Weight Weaving: Parameter Pooling for Data-Free Model Merging¶

Conference: NeurIPS 2025 arXiv: 2510.13921 Code: https://github.com/VirtualSpaceman/weight_weaving Area: Other Keywords: model merging, data-free, scaling factor, parameter pooling, task vectors

TL;DR¶

This paper proposes Weight Weaving, a plug-and-play data-free model merging enhancement method that eliminates the dependency on evaluation data by pooling model parameters (e.g., via averaging or random selection) over the scaling factor search space. Across three scenarios — multi-task learning, continual learning, and domain generalization — the method achieves an average accuracy improvement of up to 15.9 percentage points.

Background & Motivation¶

Model merging integrates multiple expert models into a unified model through parameter-level operations, without requiring retraining.

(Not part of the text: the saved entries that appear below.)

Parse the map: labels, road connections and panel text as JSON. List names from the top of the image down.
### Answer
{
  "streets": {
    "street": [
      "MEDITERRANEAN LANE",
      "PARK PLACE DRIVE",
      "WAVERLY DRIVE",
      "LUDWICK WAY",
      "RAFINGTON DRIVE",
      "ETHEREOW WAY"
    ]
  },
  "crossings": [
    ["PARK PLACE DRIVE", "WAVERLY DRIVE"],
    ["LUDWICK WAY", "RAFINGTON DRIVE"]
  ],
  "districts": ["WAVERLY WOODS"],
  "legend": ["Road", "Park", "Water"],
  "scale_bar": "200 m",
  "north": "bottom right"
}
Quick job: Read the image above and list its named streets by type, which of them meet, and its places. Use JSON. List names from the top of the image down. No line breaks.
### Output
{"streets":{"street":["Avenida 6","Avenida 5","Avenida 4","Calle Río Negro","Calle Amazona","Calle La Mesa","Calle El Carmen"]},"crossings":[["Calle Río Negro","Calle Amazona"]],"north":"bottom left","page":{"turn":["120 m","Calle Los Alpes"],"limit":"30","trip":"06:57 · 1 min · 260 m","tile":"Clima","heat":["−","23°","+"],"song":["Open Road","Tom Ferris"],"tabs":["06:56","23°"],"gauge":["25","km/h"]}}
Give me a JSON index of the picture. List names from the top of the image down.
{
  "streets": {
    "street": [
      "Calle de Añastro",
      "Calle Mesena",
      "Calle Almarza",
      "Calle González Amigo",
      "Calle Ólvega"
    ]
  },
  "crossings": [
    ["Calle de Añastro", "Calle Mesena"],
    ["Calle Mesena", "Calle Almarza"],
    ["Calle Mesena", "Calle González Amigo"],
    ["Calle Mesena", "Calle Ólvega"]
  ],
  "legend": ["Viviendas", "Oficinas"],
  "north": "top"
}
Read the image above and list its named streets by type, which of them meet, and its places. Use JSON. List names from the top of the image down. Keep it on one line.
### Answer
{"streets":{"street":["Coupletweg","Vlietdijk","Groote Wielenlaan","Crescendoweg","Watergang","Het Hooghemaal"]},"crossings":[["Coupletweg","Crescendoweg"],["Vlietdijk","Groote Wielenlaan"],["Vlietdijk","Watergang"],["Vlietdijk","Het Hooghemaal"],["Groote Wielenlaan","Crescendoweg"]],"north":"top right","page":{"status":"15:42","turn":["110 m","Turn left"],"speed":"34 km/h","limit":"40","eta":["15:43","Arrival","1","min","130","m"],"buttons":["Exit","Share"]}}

Classical methods such as Task Arithmetic scale task vectors (the difference between fine-tuned and pre-trained weights) by a scaling factor \(\lambda\) and add them back to the pre-trained model. However, the choice of \(\lambda\) has a substantial impact on performance:

Key Challenge: Nearly all existing methods rely on the scaling factor \(\lambda\), and correctly setting \(\lambda\) typically requires access to evaluation data ("privileged data"), which is often unavailable in real-world deployment. Researchers commonly tune \(\lambda\) on the evaluation set in an impractical manner. The only existing data-free alternative (MetaGPT) is restricted to Task Arithmetic and is not generalizable.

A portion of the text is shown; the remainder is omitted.